Time-Series as Feedback: Evaluating Adaptive Reasoning in LLM Agents

Time-series interpretation and reasoning are essential for inferring the state of physical systems and remain a key challenge for autonomous scientific discovery. We introduce a benchmark to evaluate whether large language model (LLM) agents can perform such reasoning in adaptive experiment planning settings where time-series observations serve as feedback and experimental conditions constitute agent actions that generate new trajectories.

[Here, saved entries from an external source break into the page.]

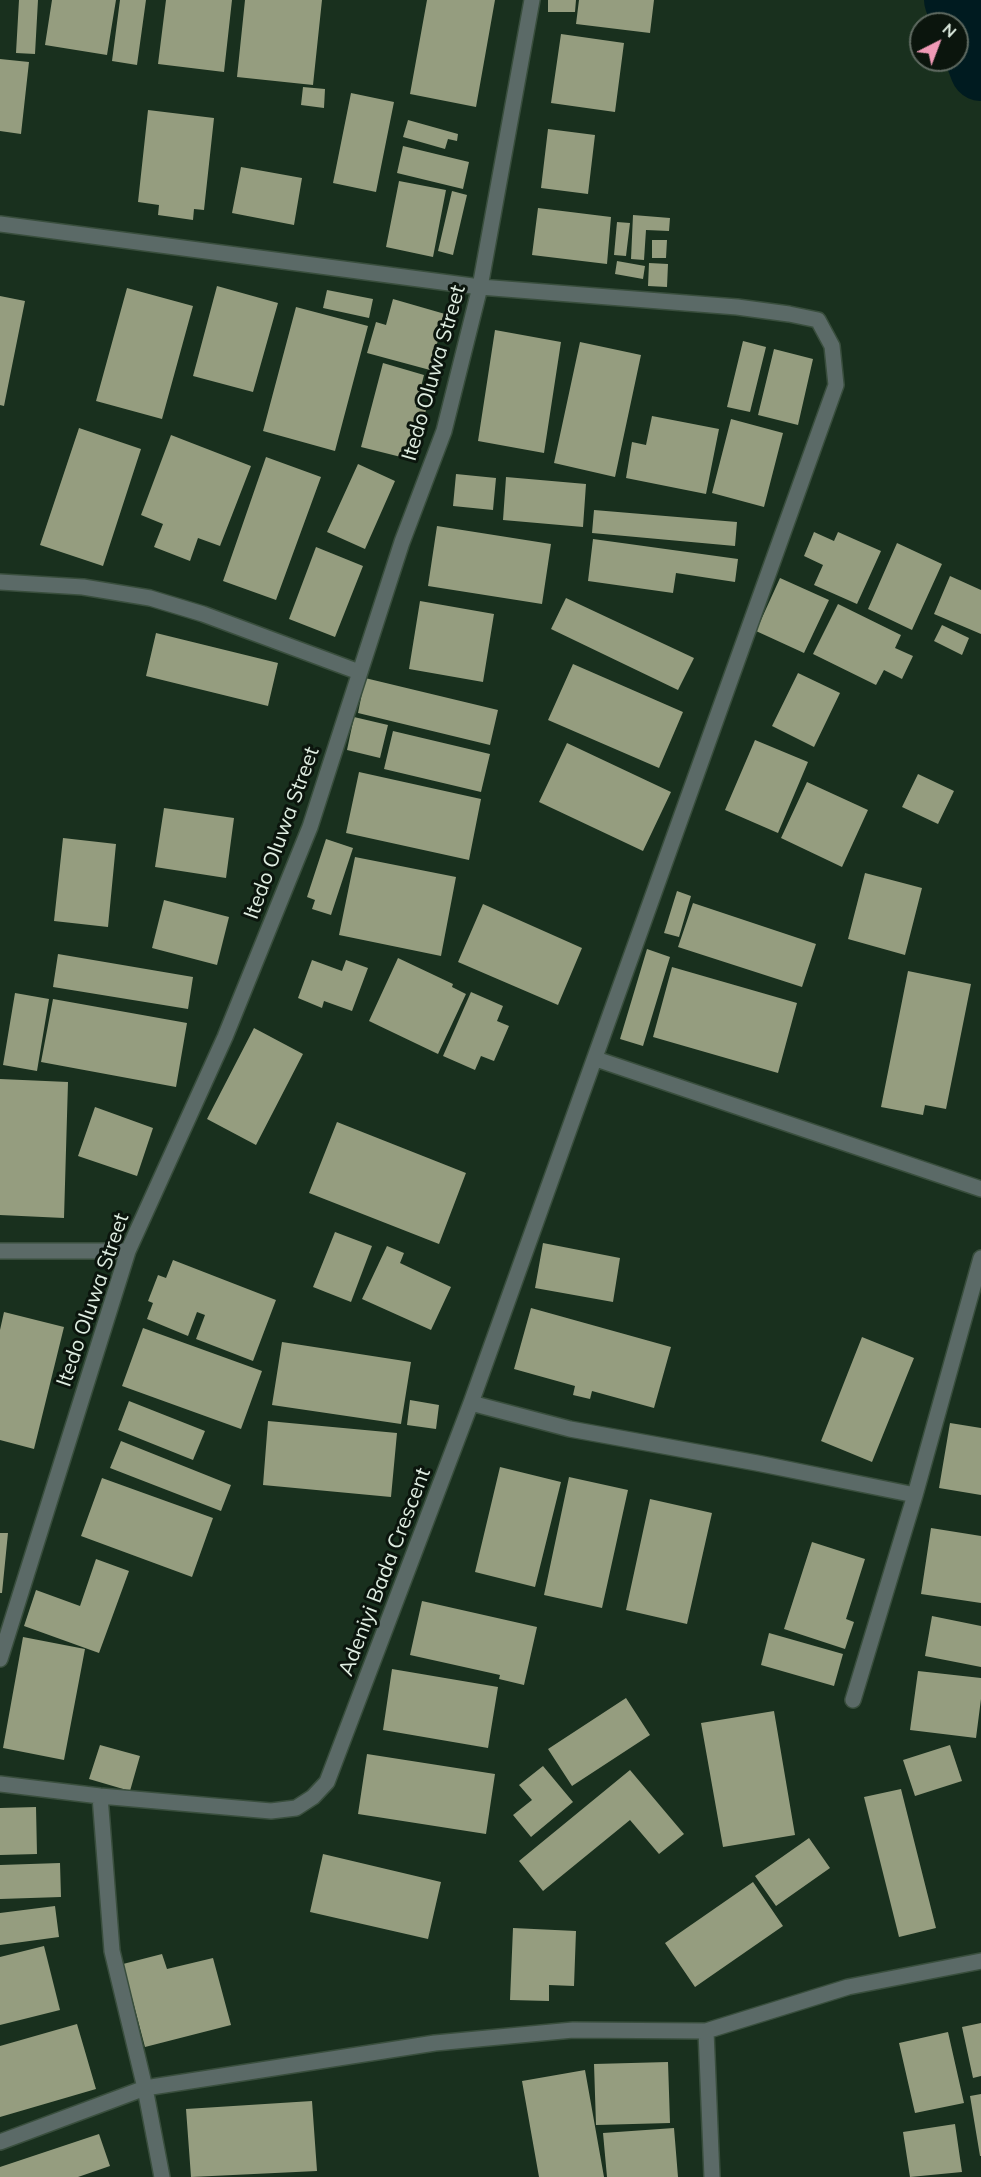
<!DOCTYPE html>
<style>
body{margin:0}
#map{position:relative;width:981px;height:2177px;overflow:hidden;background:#19301e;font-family:Mulish,sans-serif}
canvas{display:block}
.north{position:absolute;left:909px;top:12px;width:60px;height:60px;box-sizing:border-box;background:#0b150d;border:2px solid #606b62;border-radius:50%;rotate:42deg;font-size:16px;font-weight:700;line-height:24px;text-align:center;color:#dfede1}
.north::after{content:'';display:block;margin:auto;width:21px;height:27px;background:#f09ab6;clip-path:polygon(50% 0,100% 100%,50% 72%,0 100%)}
</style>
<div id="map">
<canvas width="981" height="2177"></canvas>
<div class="north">N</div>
</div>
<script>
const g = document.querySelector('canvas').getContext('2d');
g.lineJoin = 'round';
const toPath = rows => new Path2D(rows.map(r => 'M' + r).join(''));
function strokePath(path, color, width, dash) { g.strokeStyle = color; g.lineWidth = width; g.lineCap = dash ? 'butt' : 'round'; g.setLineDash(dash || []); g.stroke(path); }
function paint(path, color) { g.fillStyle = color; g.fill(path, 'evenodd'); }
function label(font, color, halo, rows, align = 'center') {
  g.font = font + ' Mulish,sans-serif'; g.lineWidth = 6; g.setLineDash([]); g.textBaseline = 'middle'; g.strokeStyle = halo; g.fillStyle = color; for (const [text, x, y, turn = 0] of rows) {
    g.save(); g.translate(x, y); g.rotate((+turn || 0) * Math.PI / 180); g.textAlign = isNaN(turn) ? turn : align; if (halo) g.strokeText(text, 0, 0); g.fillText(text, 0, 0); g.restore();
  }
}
const river = toPath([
 [955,0,981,70]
]);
const building = toPath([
 [19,0,38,0,35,54,16,53],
 [52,0,116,0,107,55,45,45],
 [120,0,146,0,137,65,112,61],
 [166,0,232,0,224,72,158,64],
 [245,0,322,0,313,85,237,77],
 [427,0,495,0,476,107,410,94],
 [548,0,576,0,575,12,548,12],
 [579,0,654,0,650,33,576,24],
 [561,34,624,43,615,112,551,103],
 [0,59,29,62,21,134,0,131],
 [303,87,325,89,324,108,301,105],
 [351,93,394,102,376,192,333,183],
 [148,110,214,118,204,210,194,209,193,220,158,215,159,205,138,202],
 [408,120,458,134,457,141,448,139,445,149,403,137],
 [548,129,595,135,588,194,541,188],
 [403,146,469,162,463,189,397,173],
 [241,167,302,178,294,225,232,213],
 [399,181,446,190,433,257,386,247],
 [452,191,467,195,453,255,438,251],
 [538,208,611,217,607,264,532,255],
 [633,215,670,218,669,231,646,230,644,260,631,259],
 [617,222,630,223,626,256,614,255],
 [652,240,667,240,666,258,652,258],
 [617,261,645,266,643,279,615,274],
 [649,263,668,264,667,287,648,286],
 [217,286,278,303,253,392,193,376],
 [127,288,193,306,162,419,96,401],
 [327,290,373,299,369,318,323,308],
 [0,296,25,301,4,406,0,405],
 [393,299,445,314,430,370,367,353,376,322,386,325],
 [296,307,368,326,335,451,263,431],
 [495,330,561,342,544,453,478,441],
 [743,341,766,347,750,412,727,407],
 [580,342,641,355,615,477,554,463],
 [774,349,813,359,798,425,758,415],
 [383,363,424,375,416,407,426,410,413,460,361,447],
 [652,416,719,429,706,494,626,478,632,442,646,445],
 [731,419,783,433,764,507,712,493],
 [79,428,141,449,103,566,40,545],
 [171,435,251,466,220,546,198,538,190,561,154,547,163,524,141,515],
 [266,457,321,477,276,600,223,581],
 [358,464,395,481,365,549,327,532],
 [456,474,496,478,493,510,453,506],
 [506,477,586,484,583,527,503,520],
 [594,510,737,522,735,546,592,533],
 [437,526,551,544,542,604,428,586],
 [814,532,834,541,838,532,881,551,857,604,814,585,823,565,804,556],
 [593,539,738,559,735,582,676,573,673,593,588,581],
 [897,543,942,564,912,630,868,609],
 [316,547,363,566,335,637,289,619],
 [950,576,981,590,981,634,934,614],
 [780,578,829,600,804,653,756,631],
 [566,598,694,658,678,690,551,629],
 [420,601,494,614,483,682,409,669],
 [838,604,901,635,895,648,913,656,902,679,884,670,876,685,813,654],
 [942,625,969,638,962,655,934,641],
 [156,633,278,663,268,706,146,676],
 [573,664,683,712,659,768,548,720],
 [798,673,840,693,814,747,772,726],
 [365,678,498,710,490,745,358,713],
 [354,717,388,725,380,758,347,750],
 [393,731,490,754,481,792,384,769],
 [755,740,808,762,778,833,725,810],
 [567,743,671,792,643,851,539,802],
 [359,772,481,799,469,860,346,833],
 [918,774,954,791,938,824,902,807],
 [807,782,868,810,842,867,781,838],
 [164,808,234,818,226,878,155,867],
 [63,838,116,844,108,927,54,921],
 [326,839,353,848,331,915,312,909,315,900,307,897],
 [355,857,456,877,441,956,339,935],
 [865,873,922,888,905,955,848,939],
 [677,891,691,896,679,937,664,933],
 [164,900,229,917,217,965,152,948],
 [693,903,816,944,802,987,678,947],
 [483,904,582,948,558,1005,458,962],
 [647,949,670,957,643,1046,620,1039],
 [58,954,193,977,188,1009,53,987],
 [398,958,453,984,452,987,466,994,438,1054,369,1021],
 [312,960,342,971,346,960,368,968,352,1011,324,1001,322,1008,298,998],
 [672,967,797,1003,778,1073,653,1037],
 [908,971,971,984,946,1109,925,1105,923,1115,881,1107],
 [471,992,503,1006,497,1021,509,1026,494,1061,481,1056,475,1070,443,1056],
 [15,993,49,999,37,1071,3,1065],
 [53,999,187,1023,176,1087,41,1062],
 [254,1028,303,1054,256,1145,207,1119],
 [0,1079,68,1082,64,1218,0,1215],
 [95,1107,153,1128,137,1176,78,1156],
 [337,1122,466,1173,439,1244,309,1193],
 [335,1232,372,1246,351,1302,313,1287],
 [543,1243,620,1258,613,1302,535,1288],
 [387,1246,404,1253,400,1263,451,1287,431,1330,362,1299],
 [173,1260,276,1300,253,1361,196,1339,205,1315,197,1312,188,1336,147,1319,153,1303,148,1301,158,1275,166,1278],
 [531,1308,671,1347,654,1408,592,1391,590,1399,573,1395,575,1386,514,1369],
 [4,1312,64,1327,34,1449,0,1440,0,1330],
 [143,1328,262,1371,241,1429,122,1386],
 [862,1337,914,1358,872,1462,821,1441],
 [282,1342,411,1362,401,1424,272,1405],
 [410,1400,439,1405,436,1429,407,1425],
 [129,1401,205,1431,193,1460,118,1430],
 [268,1421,397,1433,391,1497,263,1485],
 [950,1423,981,1428,981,1495,939,1488],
 [121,1441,231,1485,221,1511,110,1468],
 [500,1467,561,1482,535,1587,475,1572],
 [569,1477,628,1490,602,1608,544,1595],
 [102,1478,213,1518,192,1577,81,1536],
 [650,1499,712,1513,687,1624,626,1610],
 [931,1528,981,1536,981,1603,921,1594],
 [0,1533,8,1533,2,1593,0,1593],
 [812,1542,865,1559,846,1619,854,1622,845,1649,784,1629],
 [96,1559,129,1571,99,1653,24,1626,36,1590,80,1606],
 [422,1601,537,1627,524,1685,499,1679,500,1675,410,1655],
 [932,1616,981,1626,981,1667,925,1656],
 [769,1633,843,1654,834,1686,761,1665],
 [23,1637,85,1649,64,1760,3,1748],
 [392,1669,498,1687,488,1748,383,1730],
 [918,1671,981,1678,981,1699,976,1738,910,1730],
 [626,1698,650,1735,572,1786,548,1749],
 [774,1711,795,1835,723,1847,701,1723],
 [100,1745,140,1756,130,1791,89,1779],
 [950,1745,962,1781,915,1796,903,1760],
 [367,1754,495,1774,486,1834,358,1814],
 [543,1766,573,1802,531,1837,513,1815,532,1800,519,1785],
 [630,1770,684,1834,659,1854,630,1820,543,1891,519,1861],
 [901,1789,936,1928,899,1937,864,1797],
 [36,1807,37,1854,0,1855,0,1808],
 [809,1838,830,1868,776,1906,755,1876],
 [323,1854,441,1882,428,1939,310,1912],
 [60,1863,61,1897,0,1899,0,1865],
 [753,1882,783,1926,695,1987,665,1943],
 [55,1906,59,1937,0,1945,0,1913],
 [513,1928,576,1931,574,1986,549,1985,549,2001,510,2000],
 [44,1946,60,2010,0,2025,0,1957],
 [162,1954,167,1969,213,1958,231,2025,145,2047,123,1964],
 [981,2023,981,2076,973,2078,962,2027],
 [77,2024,96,2089,0,2117,0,2046],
 [948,2032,964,2103,915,2113,899,2043],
 [668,2062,670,2123,596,2125,594,2064],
 [585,2070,604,2177,539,2177,522,2081],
 [981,2094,981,2156,980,2156,970,2096],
 [312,2101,317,2171,191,2177,186,2109],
 [955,2124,962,2172,910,2177,903,2132],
 [674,2128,678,2177,607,2177,603,2133],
 [99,2134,110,2166,78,2177,0,2177,0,2167]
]);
const minor = toPath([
 [0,224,480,287,737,307,789,314,818,320,832,346,836,385,471,1403,327,1782,313,1797,296,1808,271,1811,100,1796,0,1784],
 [0,582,83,587,150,598,203,614,359,672],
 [596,1059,981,1189],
 [0,1251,128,1251],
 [471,1403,570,1429,757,1463,915,1495],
 [0,1659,128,1251,225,1037,310,827,402,542,444,431,480,287,532,0],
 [853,1700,915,1495,981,1258],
 [100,1796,112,1951,145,2088,162,2177],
 [706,2031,712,2177],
 [0,2142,145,2088,435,2043,573,2030,706,2031,848,1987,981,1961]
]);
const streetNames = [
 ["Itedo Oluwa Street",434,373,-74],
 ["Itedo Oluwa Street",282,833,-70],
 ["Itedo Oluwa Street",93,1300,-71],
 ["Adeniyi Bada Crescent",385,1572,-69]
];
strokePath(river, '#001b20', 62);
paint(building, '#959d7f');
strokePath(minor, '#394e3d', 18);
strokePath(minor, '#5b6a67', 15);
label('21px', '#dfede1', '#0b150d', streetNames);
</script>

Using kinetic mechanism identification as a motivating testbed, we construct an agent–environment loop in which an agent iteratively proposes experiments, receives time-series data, and refines hypotheses over competing mechanisms while selecting new experimental conditions that best discriminate among them. We show that agents with likelihood-based (NLL) feedback consistently outperform a non-adaptive baseline, demonstrating effective hypothesis-aware adaptive experimental design. Agents operating directly on raw time-series feedback also outperform the same baseline, indicating non-trivial capability for extracting task-relevant information from noisy trajectories without hand-engineered analysis tools. However, raw-feedback performance remains below NLL-feedback performance, highlighting current limitations in direct time-series interpretation by LLM agents without structured signals. Overall, this work contributes both (i) a benchmark for interactive time-series reasoning in adaptive experimental settings, and (ii) an empirical study of LLM agents’ strengths and limitations in hypothesis-driven scientific experimentation.